### TASK ITEM
Only the lines that hold "fabs" should be in the answer, each copied from the data below.

### Dataset entries
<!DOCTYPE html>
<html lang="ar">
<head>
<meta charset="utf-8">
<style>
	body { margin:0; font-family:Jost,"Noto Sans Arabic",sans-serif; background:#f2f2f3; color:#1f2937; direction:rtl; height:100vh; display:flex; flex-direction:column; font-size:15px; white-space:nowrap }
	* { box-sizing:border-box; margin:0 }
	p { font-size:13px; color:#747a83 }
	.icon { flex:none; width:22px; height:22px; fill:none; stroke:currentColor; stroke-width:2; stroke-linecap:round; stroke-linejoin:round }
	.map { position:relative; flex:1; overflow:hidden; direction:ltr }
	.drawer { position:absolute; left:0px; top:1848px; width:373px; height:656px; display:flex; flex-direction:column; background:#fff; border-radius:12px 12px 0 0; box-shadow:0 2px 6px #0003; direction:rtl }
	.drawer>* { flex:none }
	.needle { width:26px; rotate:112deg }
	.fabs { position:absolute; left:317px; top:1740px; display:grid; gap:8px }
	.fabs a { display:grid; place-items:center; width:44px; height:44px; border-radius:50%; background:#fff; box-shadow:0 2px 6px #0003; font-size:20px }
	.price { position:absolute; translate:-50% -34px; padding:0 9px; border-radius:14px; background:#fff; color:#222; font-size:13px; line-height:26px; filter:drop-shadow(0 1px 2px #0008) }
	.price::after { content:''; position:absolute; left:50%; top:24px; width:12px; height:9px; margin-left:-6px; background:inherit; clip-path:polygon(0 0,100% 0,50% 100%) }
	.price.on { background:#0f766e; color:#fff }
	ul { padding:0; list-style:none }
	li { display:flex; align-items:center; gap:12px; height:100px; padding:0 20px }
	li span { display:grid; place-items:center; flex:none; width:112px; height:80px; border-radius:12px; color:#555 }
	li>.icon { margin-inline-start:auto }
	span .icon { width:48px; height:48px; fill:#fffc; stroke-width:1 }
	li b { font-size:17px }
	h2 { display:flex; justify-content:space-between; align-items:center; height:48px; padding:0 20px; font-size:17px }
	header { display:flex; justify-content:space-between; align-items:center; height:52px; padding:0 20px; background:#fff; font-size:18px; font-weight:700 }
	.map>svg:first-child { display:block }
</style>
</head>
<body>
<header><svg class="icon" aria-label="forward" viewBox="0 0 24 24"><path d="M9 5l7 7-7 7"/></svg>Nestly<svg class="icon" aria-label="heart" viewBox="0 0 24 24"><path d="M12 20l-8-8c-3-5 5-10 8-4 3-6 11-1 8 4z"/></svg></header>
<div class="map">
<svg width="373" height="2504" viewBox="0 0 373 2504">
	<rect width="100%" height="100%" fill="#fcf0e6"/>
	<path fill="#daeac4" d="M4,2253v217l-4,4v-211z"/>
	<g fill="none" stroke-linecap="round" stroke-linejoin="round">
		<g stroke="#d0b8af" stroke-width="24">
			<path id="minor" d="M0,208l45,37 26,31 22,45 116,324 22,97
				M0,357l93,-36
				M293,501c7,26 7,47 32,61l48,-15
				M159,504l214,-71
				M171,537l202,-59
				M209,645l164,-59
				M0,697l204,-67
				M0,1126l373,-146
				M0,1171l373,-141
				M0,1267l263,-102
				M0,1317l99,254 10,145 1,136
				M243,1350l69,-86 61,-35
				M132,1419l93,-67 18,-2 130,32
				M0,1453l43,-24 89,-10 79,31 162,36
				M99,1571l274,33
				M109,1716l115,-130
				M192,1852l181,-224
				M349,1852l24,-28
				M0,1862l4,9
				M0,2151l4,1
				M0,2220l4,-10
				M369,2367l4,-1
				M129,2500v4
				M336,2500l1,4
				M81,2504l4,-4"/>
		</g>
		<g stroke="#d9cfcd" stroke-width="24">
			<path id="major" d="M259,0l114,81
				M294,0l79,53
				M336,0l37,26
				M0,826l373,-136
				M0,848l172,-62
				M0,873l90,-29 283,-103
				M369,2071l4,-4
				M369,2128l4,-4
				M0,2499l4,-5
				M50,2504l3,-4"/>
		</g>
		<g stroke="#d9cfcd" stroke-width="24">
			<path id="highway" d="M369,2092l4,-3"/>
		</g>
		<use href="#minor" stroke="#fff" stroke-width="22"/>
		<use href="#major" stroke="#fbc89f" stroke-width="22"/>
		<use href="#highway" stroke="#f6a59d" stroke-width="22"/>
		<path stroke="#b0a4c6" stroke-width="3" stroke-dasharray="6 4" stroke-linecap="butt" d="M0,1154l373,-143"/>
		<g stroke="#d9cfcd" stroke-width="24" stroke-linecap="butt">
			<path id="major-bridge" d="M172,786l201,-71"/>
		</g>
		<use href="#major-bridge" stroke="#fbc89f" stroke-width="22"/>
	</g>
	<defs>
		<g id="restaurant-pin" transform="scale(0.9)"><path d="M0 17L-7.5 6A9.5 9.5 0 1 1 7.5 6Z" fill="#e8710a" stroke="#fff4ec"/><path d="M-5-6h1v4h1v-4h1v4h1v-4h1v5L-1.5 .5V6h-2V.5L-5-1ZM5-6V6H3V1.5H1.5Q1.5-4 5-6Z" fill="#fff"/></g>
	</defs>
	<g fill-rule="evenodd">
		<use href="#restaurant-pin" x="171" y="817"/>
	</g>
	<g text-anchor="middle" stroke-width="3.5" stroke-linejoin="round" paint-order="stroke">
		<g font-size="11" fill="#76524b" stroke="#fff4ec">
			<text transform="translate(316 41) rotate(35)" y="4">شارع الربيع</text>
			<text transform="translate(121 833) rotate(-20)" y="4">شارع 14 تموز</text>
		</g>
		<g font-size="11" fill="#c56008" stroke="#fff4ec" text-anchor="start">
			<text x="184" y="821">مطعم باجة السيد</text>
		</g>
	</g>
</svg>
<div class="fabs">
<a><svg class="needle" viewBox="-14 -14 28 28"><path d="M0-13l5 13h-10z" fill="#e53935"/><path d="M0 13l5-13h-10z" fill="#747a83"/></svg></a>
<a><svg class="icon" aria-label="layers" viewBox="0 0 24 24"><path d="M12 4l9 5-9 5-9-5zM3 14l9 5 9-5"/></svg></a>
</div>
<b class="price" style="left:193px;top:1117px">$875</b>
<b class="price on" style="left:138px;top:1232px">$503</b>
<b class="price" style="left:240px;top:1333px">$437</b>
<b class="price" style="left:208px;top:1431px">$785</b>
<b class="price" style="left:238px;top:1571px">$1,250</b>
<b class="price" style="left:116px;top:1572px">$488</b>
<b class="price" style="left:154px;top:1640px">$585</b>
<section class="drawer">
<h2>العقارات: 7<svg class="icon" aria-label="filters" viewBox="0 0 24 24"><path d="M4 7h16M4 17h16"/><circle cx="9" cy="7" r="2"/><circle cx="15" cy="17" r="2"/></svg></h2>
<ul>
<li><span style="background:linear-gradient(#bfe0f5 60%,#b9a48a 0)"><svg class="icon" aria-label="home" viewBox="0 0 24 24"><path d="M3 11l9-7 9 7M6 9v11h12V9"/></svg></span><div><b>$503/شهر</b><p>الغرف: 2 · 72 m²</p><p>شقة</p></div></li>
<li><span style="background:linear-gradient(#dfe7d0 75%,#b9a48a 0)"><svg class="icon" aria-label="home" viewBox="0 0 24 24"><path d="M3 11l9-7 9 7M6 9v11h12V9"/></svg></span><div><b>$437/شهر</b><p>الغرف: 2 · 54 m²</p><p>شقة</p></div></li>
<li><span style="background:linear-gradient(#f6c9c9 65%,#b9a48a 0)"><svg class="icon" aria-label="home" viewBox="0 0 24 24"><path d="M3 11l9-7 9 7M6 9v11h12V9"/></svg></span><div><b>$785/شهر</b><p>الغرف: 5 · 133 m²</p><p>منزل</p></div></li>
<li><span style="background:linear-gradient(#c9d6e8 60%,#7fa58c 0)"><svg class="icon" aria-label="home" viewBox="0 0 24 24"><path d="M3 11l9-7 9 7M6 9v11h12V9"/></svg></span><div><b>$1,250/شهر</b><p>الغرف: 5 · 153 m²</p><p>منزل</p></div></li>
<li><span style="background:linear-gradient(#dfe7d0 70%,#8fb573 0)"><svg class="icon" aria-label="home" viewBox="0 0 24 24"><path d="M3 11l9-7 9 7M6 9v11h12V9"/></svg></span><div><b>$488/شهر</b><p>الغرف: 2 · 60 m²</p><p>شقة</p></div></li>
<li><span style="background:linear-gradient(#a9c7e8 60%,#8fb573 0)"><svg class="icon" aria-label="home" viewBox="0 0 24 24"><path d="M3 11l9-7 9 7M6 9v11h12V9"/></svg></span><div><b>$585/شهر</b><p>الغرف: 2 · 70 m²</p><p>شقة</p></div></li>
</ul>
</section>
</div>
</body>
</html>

### RESULT OF THIS EXERCISE
	.fabs { position:absolute; left:317px; top:1740px; display:grid; gap:8px }
	.fabs a { display:grid; place-items:center; width:44px; height:44px; border-radius:50%; background:#fff; box-shadow:0 2px 6px #0003; font-size:20px }
<div class="fabs">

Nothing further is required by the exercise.